You need to listen to some Keating. He might blow your mind. Even read the Oz's editorial on Keating, as I know it will be tough for you to listen to Keating given your extreme political bias.

You give me a hard time because you think you have me figured out. The fact is you have no right to do that because you dont have a clue about me.

Nah, I pretty much do. Your behaviour on this board is fairly samey.
 
Shouldn't lie. Just because Howard does it.

One quick search and already another thread: http://www.bigfooty.com/forum/showthread.php?t=287725



You need to listen to some Keating. He might blow your mind. Even read the Oz's editorial on Keating, as I know it will be tough for you to listen to Keating given your extreme political bias.



Nah, I pretty much do. Your behaviour on this board is fairly samey.

1. That second thread was quite complimentary of Rudd so it doesnt count, it was also only partly about Rudd so thats another reason why it doesnt count. Im not a liar and find it amusing that you have been caught out with mistruths now and so you're getting upset. 1 shit stirring thread and one thread where I was quite complimentary is hardly enough so say I have started countless 'K-Rudd' threads. Admit you're wrong.

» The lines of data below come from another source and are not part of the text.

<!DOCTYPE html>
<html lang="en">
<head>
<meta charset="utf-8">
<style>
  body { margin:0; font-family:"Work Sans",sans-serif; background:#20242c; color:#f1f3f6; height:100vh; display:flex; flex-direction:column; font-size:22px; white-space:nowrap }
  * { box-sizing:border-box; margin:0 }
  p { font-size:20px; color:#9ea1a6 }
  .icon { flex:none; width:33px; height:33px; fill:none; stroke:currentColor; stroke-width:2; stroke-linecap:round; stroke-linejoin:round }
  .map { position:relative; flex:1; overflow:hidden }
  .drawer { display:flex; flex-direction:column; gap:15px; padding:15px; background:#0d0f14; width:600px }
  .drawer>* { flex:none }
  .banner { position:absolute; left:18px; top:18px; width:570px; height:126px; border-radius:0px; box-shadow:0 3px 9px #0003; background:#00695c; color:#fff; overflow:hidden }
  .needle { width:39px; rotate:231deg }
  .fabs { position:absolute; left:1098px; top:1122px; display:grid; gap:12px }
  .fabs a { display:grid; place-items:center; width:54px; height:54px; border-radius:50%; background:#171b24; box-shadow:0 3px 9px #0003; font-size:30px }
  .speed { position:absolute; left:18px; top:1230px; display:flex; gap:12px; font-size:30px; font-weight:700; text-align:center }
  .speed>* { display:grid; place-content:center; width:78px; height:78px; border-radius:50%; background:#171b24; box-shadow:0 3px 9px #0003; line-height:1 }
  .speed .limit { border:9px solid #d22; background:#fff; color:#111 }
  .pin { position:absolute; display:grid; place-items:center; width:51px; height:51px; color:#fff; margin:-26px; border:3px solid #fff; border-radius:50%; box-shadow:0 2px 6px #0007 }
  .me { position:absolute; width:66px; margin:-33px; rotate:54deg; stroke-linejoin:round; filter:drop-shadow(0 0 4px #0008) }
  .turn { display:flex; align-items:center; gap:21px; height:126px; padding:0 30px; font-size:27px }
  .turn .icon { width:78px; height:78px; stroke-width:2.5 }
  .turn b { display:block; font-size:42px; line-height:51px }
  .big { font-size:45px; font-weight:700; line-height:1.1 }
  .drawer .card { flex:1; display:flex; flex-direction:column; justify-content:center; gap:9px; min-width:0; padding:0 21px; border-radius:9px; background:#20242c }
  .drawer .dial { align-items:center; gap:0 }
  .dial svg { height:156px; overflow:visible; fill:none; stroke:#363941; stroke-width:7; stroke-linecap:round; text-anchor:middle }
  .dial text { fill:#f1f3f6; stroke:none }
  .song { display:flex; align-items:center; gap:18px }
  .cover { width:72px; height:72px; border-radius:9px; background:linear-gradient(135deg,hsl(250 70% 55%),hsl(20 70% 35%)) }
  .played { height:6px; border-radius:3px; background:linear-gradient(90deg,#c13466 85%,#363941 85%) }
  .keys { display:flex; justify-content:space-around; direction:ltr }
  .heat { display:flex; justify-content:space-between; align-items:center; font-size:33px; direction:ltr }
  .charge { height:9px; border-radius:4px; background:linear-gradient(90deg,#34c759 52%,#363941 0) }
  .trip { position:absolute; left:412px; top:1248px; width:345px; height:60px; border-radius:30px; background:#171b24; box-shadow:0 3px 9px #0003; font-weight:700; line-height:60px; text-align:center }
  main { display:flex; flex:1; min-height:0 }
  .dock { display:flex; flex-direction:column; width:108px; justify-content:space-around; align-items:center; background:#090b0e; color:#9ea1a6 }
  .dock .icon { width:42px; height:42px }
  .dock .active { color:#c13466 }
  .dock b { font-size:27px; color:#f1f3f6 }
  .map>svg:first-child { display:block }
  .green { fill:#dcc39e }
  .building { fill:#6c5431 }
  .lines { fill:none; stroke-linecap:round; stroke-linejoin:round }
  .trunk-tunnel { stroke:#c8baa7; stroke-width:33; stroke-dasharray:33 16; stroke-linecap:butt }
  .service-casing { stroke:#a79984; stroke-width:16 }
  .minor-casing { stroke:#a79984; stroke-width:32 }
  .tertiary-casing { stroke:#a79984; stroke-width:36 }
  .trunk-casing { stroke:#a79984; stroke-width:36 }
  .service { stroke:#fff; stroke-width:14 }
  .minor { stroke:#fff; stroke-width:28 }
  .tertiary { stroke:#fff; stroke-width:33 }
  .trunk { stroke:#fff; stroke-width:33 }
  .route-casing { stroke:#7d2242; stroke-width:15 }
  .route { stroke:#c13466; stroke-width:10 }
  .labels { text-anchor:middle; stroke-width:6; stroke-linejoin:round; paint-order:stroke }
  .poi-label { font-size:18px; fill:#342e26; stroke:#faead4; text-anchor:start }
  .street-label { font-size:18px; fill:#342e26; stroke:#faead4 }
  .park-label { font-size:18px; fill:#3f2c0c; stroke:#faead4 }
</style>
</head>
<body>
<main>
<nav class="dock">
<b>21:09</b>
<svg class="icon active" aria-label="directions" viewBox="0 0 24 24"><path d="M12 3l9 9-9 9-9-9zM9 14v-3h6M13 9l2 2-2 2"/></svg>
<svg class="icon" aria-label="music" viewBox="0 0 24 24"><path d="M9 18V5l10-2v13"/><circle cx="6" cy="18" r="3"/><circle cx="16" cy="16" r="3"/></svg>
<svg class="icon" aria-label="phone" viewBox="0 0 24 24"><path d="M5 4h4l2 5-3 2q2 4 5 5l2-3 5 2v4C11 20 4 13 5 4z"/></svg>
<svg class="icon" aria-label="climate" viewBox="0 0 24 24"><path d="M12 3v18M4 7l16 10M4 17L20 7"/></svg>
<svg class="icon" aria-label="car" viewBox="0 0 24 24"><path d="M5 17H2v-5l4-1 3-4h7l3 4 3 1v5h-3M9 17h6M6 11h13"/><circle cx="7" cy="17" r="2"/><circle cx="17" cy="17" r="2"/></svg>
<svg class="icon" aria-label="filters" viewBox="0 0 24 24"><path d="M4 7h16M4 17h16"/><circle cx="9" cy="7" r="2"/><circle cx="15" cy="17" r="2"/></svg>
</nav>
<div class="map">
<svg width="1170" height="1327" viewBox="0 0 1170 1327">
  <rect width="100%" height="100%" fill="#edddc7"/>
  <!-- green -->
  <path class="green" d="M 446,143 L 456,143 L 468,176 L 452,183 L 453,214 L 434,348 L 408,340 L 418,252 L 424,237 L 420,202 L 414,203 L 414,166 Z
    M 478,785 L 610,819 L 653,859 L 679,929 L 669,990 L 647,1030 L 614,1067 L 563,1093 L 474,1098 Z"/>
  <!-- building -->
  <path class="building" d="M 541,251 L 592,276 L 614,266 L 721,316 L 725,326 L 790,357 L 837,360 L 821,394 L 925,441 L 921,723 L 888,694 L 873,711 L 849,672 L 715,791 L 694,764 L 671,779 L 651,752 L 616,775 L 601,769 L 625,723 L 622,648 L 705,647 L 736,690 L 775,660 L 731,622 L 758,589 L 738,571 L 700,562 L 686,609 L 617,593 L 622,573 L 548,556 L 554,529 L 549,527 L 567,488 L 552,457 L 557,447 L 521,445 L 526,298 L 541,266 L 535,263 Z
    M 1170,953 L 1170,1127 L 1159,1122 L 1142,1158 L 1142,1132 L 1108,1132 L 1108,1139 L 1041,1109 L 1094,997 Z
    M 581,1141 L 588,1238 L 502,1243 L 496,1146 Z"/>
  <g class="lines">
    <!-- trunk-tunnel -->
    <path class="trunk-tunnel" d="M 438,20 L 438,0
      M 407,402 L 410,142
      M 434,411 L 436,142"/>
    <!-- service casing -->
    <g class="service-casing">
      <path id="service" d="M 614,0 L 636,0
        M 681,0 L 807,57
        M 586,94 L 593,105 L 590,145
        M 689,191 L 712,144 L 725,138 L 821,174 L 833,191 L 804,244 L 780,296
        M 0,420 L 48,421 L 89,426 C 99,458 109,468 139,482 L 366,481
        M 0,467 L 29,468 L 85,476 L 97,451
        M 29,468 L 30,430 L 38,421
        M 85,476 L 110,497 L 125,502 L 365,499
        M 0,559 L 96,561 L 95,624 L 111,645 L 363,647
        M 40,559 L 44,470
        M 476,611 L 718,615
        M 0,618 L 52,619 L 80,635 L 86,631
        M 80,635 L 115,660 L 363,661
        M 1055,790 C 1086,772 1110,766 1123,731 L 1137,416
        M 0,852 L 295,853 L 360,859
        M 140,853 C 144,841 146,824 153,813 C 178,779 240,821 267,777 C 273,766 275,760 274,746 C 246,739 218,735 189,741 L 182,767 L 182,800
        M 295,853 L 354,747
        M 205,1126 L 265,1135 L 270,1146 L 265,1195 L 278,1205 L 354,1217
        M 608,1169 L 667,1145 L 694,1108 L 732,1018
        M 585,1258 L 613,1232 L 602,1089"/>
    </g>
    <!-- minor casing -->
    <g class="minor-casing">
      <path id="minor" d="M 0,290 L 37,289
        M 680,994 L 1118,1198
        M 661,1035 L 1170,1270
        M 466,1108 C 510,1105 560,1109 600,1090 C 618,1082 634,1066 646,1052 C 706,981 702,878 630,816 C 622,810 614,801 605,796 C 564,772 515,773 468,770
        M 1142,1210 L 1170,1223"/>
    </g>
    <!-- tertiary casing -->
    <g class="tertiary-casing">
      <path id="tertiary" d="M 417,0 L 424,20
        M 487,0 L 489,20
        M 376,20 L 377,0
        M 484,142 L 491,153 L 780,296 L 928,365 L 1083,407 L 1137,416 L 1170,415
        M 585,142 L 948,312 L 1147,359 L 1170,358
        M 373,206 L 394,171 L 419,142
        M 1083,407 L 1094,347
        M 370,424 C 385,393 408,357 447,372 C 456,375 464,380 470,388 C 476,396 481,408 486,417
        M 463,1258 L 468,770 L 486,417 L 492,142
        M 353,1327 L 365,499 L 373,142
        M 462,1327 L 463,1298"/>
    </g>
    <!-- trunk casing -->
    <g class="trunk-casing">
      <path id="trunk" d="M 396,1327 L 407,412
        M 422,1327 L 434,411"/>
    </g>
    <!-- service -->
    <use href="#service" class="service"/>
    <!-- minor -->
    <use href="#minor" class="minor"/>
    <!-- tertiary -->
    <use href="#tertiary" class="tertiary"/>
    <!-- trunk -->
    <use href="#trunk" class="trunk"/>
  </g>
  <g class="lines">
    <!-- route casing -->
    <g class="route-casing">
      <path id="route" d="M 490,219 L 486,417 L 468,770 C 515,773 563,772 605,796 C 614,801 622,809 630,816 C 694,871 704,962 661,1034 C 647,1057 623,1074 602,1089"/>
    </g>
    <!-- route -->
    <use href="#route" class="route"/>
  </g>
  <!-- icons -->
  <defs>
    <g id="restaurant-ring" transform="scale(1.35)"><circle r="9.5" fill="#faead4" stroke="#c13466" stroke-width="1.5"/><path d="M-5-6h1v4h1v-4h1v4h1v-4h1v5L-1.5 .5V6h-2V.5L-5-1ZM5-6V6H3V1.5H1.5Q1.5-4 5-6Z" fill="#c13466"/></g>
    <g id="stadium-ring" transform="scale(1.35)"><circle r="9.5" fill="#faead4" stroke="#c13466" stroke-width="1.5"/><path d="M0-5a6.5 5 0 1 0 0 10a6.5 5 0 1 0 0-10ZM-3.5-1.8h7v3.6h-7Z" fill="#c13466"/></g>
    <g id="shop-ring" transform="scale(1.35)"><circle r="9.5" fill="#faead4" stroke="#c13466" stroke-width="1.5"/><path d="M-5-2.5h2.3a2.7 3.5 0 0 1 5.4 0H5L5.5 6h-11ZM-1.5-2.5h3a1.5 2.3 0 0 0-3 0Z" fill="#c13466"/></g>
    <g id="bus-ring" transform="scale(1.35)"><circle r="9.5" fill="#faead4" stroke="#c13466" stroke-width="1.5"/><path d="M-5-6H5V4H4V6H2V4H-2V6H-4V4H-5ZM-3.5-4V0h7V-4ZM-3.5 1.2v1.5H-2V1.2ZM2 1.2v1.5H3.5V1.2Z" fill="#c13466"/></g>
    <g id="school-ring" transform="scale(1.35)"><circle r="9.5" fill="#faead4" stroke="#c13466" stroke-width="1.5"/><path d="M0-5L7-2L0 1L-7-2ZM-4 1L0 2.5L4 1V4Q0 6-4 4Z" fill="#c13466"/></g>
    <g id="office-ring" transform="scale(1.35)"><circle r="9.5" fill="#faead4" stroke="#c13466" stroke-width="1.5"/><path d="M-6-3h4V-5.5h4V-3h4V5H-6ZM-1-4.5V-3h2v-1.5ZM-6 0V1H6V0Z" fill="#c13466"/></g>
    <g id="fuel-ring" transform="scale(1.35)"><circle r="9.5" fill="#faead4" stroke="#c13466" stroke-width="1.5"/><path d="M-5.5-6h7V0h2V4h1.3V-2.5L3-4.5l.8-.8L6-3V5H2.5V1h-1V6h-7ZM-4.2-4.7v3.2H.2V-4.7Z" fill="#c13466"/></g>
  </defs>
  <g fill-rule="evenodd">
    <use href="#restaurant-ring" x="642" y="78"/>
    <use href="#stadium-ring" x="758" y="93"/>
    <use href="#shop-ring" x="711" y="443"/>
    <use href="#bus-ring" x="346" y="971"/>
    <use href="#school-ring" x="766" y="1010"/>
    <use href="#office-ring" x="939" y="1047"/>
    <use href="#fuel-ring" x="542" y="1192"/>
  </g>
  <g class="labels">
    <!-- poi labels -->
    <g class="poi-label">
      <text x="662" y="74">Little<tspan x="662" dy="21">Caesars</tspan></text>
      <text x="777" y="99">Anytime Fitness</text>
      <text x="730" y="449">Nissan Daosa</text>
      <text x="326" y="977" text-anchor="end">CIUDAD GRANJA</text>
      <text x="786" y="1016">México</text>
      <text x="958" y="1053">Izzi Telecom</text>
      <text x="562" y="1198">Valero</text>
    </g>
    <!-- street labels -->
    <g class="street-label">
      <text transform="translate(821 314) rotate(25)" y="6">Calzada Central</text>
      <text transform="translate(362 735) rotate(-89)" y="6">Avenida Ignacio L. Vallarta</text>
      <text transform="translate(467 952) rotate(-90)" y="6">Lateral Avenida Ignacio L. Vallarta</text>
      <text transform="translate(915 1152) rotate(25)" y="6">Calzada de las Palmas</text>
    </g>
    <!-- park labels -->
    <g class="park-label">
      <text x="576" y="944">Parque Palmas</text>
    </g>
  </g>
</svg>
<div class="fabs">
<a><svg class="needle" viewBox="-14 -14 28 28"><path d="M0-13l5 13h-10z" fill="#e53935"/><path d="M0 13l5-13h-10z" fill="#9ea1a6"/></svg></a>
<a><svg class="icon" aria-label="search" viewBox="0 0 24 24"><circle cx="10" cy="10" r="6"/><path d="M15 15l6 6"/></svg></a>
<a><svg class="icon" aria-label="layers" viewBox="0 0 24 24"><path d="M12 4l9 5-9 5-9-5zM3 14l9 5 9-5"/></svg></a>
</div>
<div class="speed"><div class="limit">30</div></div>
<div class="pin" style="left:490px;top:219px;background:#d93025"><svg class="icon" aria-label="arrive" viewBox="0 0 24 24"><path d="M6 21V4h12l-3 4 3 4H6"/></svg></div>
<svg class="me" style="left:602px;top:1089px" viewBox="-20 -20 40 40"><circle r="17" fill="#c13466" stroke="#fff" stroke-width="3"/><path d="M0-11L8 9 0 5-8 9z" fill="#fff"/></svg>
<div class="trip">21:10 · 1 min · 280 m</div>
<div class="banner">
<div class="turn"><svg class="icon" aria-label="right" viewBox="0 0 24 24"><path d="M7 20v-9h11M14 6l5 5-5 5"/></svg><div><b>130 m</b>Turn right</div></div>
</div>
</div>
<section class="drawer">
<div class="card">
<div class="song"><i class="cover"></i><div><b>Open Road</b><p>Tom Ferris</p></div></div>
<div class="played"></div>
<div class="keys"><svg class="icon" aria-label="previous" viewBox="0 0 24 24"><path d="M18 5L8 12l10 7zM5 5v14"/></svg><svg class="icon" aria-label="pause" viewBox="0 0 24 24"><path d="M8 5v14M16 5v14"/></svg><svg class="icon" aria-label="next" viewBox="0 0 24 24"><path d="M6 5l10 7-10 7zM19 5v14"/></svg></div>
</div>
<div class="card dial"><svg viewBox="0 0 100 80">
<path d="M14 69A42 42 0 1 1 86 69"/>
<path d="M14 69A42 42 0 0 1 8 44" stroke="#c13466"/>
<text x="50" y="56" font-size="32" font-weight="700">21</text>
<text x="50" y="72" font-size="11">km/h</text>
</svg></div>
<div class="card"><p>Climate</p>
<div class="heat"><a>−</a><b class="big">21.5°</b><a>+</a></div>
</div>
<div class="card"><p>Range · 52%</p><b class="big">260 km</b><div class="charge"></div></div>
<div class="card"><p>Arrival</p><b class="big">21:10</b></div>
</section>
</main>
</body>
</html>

2. Keating was the last decent leader of The ALP. I have enormous respect for him. Dont preach to me about extreme bias. I am loyal to my party and that is all that counts.

3. You dont have a clue about me. You dont know my favourite colour or my favourite artist or musico. I would appreciate it if you didnt get personal just because you disagree with my politics. Its the sign of a desperate person when they have to get personal to debate with someone.